NEW DELHI — The $40 billion Indian textile industry is scurrying to interpret new government initiatives that include an $800 million boost to exports over the next three years and revamped labor guidelines aimed at generating up to 10 million jobs in the sector.

The Indian textile industry is the second-largest in the world, after China. In 2015, India was the sixth-largest garment exporter in the world, with apparel exports totaling $17.1 billion. China was number one, at $162.3 billion, according to figures from United Nations Commodity Trade Statistics Database.

The new government package is expected to grow Indian textile exports by another $30 billion, industry experts estimated, as well as add to the 45 million workers in the industry. More than 70 percent of workers are women, and the new guidelines focus on creating more jobs to increase female empowerment.

“The announcements will unshackle the garment sector, and this will lead to additional employment and exports,” said Rahul Mehta, president of the Clothing Manufacturers Association of India.

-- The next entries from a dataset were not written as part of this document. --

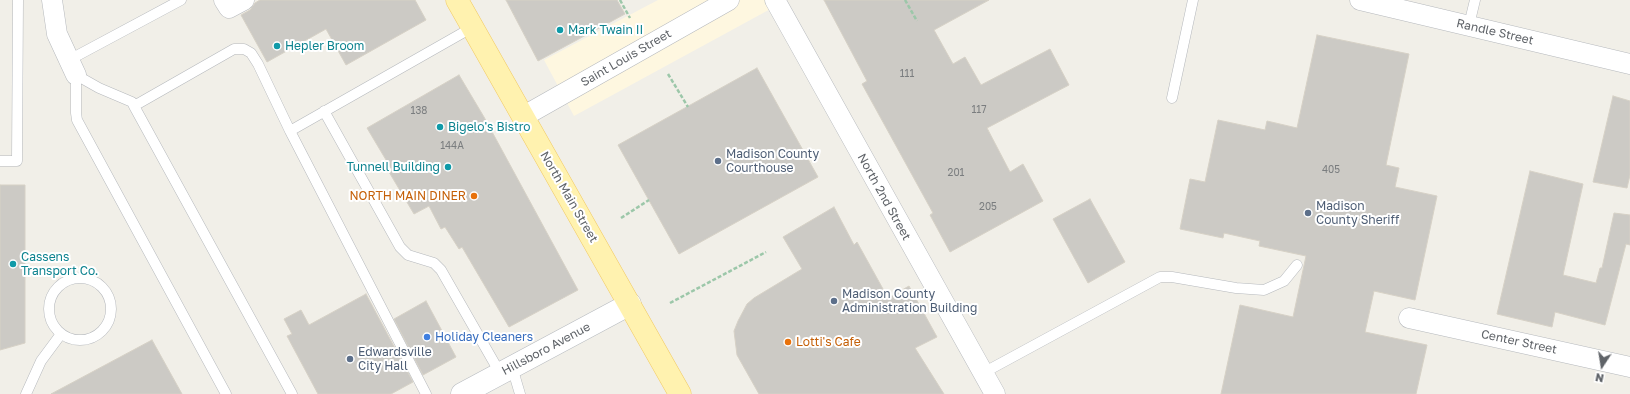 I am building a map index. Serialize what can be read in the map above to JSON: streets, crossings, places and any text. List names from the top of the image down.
{
  "streets": {
    "main road": ["North Main Street"],
    "street": [
      "Randle Street",
      "Saint Louis Street",
      "North 2nd Street",
      "Center Street",
      "Hillsboro Avenue"
    ]
  },
  "crossings": [
    ["Saint Louis Street", "North Main Street"],
    ["North Main Street", "Hillsboro Avenue"]
  ],
  "places": [
    "Mark Twain II",
    "Hepler Broom",
    "Bigelo's Bistro",
    "Madison County Courthouse",
    "Tunnell Building",
    "NORTH MAIN DINER",
    "Madison County Sheriff",
    "Cassens Transport Co.",
    "Madison County Administration Building",
    "Holiday Cleaners",
    "Lotti's Cafe",
    "Edwardsville City Hall"
  ],
  "house_numbers": [
    "111",
    "117",
    "138",
    "144A",
    "405",
    "201",
    "205"
  ],
  "north": "bottom"
}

Among the changes expected with the investment is a focus on modernizing the textile industry, with an increased subsidy for the scheme to fund technology upgrades.

Other benefits include a refund of state levies in the form of a duty-drawback scheme and tax incentives and funds through loans and subsidies to speed the process of industrial expansion, as well as plans to subsidize employers’ social welfare contributions for workers. Employees earning less than 15,000 rupees a month, or $222 at current exchange, will get additional monthly funding from the government in their Employee Provident Fund, to increase their spending ability.

The new labor guidelines aim to increase the flexibility of both factory owners and workers in an industry that is often considered difficult because of seasonal orders and in which permanent, full-time workers become a liability. The new rules offer parity between contracted and permanent workers, in terms of wages and all other incentives.

The rules have caused both interest and controversy — with a provision to limit overtime by eight hours a week, in line with International Labour Organization norms, in order to create more jobs. Labor activists reacted to the ruling with mixed feelings, calling instead for stronger enforcement of existing laws to stop workplace abuses.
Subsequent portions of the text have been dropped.